(Saved data entries)
[Start of section]

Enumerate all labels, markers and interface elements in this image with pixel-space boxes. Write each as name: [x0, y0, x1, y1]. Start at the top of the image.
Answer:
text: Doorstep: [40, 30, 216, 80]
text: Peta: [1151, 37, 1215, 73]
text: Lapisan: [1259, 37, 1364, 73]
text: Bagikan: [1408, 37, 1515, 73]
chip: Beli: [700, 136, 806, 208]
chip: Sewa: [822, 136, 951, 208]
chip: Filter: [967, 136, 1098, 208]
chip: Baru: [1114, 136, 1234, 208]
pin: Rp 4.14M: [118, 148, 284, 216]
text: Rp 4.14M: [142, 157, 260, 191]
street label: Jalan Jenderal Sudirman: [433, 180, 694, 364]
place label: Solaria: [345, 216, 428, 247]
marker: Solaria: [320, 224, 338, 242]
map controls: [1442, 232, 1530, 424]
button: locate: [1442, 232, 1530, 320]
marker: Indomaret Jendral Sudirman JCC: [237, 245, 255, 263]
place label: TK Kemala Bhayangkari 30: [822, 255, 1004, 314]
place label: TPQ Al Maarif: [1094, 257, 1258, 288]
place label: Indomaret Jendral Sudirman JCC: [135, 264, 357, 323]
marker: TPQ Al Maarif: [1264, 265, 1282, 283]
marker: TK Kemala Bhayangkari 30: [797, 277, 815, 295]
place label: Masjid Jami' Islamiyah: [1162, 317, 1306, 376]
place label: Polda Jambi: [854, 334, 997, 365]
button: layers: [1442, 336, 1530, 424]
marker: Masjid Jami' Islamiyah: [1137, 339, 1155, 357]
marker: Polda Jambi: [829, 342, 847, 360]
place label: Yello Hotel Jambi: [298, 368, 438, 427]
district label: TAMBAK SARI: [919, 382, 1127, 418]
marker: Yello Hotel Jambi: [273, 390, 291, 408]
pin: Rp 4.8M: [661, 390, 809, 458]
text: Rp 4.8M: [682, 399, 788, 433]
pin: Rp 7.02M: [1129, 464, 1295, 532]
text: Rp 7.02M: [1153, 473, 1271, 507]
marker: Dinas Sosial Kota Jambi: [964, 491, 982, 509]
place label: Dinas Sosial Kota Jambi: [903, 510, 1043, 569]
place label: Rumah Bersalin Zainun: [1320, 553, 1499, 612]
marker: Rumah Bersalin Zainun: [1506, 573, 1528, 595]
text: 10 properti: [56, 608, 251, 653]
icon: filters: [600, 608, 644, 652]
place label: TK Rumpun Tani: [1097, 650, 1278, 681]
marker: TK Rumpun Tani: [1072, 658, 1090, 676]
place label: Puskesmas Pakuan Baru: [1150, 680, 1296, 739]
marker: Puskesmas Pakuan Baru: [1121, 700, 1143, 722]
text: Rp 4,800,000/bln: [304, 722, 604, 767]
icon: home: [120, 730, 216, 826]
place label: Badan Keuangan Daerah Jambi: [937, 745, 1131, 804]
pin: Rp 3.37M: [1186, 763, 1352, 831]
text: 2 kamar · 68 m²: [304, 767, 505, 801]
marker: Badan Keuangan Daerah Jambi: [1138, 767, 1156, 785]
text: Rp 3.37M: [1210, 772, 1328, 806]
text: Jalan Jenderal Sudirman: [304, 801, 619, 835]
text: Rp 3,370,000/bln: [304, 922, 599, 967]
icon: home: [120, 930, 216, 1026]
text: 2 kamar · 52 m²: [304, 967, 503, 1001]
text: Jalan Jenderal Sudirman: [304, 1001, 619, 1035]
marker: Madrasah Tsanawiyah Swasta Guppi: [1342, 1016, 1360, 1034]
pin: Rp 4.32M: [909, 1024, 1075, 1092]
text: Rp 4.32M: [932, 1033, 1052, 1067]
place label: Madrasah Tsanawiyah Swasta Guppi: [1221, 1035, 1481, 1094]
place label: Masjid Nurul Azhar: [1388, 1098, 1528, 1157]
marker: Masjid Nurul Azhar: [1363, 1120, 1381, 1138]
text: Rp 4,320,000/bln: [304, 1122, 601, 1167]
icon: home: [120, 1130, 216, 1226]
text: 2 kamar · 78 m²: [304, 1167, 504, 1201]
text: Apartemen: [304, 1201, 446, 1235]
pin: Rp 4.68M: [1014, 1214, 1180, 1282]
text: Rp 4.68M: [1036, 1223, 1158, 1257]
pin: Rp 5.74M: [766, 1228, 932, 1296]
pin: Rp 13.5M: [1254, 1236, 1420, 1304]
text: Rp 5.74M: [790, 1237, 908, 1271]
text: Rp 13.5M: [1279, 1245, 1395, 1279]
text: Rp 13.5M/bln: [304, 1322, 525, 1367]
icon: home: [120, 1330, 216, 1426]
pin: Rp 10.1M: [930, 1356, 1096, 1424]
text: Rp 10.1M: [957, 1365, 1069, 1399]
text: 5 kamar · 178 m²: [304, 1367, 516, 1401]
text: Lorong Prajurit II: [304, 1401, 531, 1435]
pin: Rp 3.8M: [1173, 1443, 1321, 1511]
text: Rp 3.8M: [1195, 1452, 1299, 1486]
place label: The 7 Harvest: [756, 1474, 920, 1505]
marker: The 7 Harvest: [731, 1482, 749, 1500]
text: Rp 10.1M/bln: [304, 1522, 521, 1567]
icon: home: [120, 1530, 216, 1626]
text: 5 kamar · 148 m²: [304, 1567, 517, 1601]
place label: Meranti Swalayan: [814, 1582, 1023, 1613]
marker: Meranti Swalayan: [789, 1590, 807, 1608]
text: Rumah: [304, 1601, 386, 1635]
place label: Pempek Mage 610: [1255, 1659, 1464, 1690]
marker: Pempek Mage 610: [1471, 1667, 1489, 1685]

[End of section]

→ ACTION ITEM:
Repeat the records above with every character intact.

→ TASK OUTPUT:
Enumerate all labels, markers and interface elements in this image with pixel-space boxes. Write each as name: [x0, y0, x1, y1]. Start at the top of the image.
Answer:
text: Doorstep: [40, 30, 216, 80]
text: Peta: [1151, 37, 1215, 73]
text: Lapisan: [1259, 37, 1364, 73]
text: Bagikan: [1408, 37, 1515, 73]
chip: Beli: [700, 136, 806, 208]
chip: Sewa: [822, 136, 951, 208]
chip: Filter: [967, 136, 1098, 208]
chip: Baru: [1114, 136, 1234, 208]
pin: Rp 4.14M: [118, 148, 284, 216]
text: Rp 4.14M: [142, 157, 260, 191]
street label: Jalan Jenderal Sudirman: [433, 180, 694, 364]
place label: Solaria: [345, 216, 428, 247]
marker: Solaria: [320, 224, 338, 242]
map controls: [1442, 232, 1530, 424]
button: locate: [1442, 232, 1530, 320]
marker: Indomaret Jendral Sudirman JCC: [237, 245, 255, 263]
place label: TK Kemala Bhayangkari 30: [822, 255, 1004, 314]
place label: TPQ Al Maarif: [1094, 257, 1258, 288]
place label: Indomaret Jendral Sudirman JCC: [135, 264, 357, 323]
marker: TPQ Al Maarif: [1264, 265, 1282, 283]
marker: TK Kemala Bhayangkari 30: [797, 277, 815, 295]
place label: Masjid Jami' Islamiyah: [1162, 317, 1306, 376]
place label: Polda Jambi: [854, 334, 997, 365]
button: layers: [1442, 336, 1530, 424]
marker: Masjid Jami' Islamiyah: [1137, 339, 1155, 357]
marker: Polda Jambi: [829, 342, 847, 360]
place label: Yello Hotel Jambi: [298, 368, 438, 427]
district label: TAMBAK SARI: [919, 382, 1127, 418]
marker: Yello Hotel Jambi: [273, 390, 291, 408]
pin: Rp 4.8M: [661, 390, 809, 458]
text: Rp 4.8M: [682, 399, 788, 433]
pin: Rp 7.02M: [1129, 464, 1295, 532]
text: Rp 7.02M: [1153, 473, 1271, 507]
marker: Dinas Sosial Kota Jambi: [964, 491, 982, 509]
place label: Dinas Sosial Kota Jambi: [903, 510, 1043, 569]
place label: Rumah Bersalin Zainun: [1320, 553, 1499, 612]
marker: Rumah Bersalin Zainun: [1506, 573, 1528, 595]
text: 10 properti: [56, 608, 251, 653]
icon: filters: [600, 608, 644, 652]
place label: TK Rumpun Tani: [1097, 650, 1278, 681]
marker: TK Rumpun Tani: [1072, 658, 1090, 676]
place label: Puskesmas Pakuan Baru: [1150, 680, 1296, 739]
marker: Puskesmas Pakuan Baru: [1121, 700, 1143, 722]
text: Rp 4,800,000/bln: [304, 722, 604, 767]
icon: home: [120, 730, 216, 826]
place label: Badan Keuangan Daerah Jambi: [937, 745, 1131, 804]
pin: Rp 3.37M: [1186, 763, 1352, 831]
text: 2 kamar · 68 m²: [304, 767, 505, 801]
marker: Badan Keuangan Daerah Jambi: [1138, 767, 1156, 785]
text: Rp 3.37M: [1210, 772, 1328, 806]
text: Jalan Jenderal Sudirman: [304, 801, 619, 835]
text: Rp 3,370,000/bln: [304, 922, 599, 967]
icon: home: [120, 930, 216, 1026]
text: 2 kamar · 52 m²: [304, 967, 503, 1001]
text: Jalan Jenderal Sudirman: [304, 1001, 619, 1035]
marker: Madrasah Tsanawiyah Swasta Guppi: [1342, 1016, 1360, 1034]
pin: Rp 4.32M: [909, 1024, 1075, 1092]
text: Rp 4.32M: [932, 1033, 1052, 1067]
place label: Madrasah Tsanawiyah Swasta Guppi: [1221, 1035, 1481, 1094]
place label: Masjid Nurul Azhar: [1388, 1098, 1528, 1157]
marker: Masjid Nurul Azhar: [1363, 1120, 1381, 1138]
text: Rp 4,320,000/bln: [304, 1122, 601, 1167]
icon: home: [120, 1130, 216, 1226]
text: 2 kamar · 78 m²: [304, 1167, 504, 1201]
text: Apartemen: [304, 1201, 446, 1235]
pin: Rp 4.68M: [1014, 1214, 1180, 1282]
text: Rp 4.68M: [1036, 1223, 1158, 1257]
pin: Rp 5.74M: [766, 1228, 932, 1296]
pin: Rp 13.5M: [1254, 1236, 1420, 1304]
text: Rp 5.74M: [790, 1237, 908, 1271]
text: Rp 13.5M: [1279, 1245, 1395, 1279]
text: Rp 13.5M/bln: [304, 1322, 525, 1367]
icon: home: [120, 1330, 216, 1426]
pin: Rp 10.1M: [930, 1356, 1096, 1424]
text: Rp 10.1M: [957, 1365, 1069, 1399]
text: 5 kamar · 178 m²: [304, 1367, 516, 1401]
text: Lorong Prajurit II: [304, 1401, 531, 1435]
pin: Rp 3.8M: [1173, 1443, 1321, 1511]
text: Rp 3.8M: [1195, 1452, 1299, 1486]
place label: The 7 Harvest: [756, 1474, 920, 1505]
marker: The 7 Harvest: [731, 1482, 749, 1500]
text: Rp 10.1M/bln: [304, 1522, 521, 1567]
icon: home: [120, 1530, 216, 1626]
text: 5 kamar · 148 m²: [304, 1567, 517, 1601]
place label: Meranti Swalayan: [814, 1582, 1023, 1613]
marker: Meranti Swalayan: [789, 1590, 807, 1608]
text: Rumah: [304, 1601, 386, 1635]
place label: Pempek Mage 610: [1255, 1659, 1464, 1690]
marker: Pempek Mage 610: [1471, 1667, 1489, 1685]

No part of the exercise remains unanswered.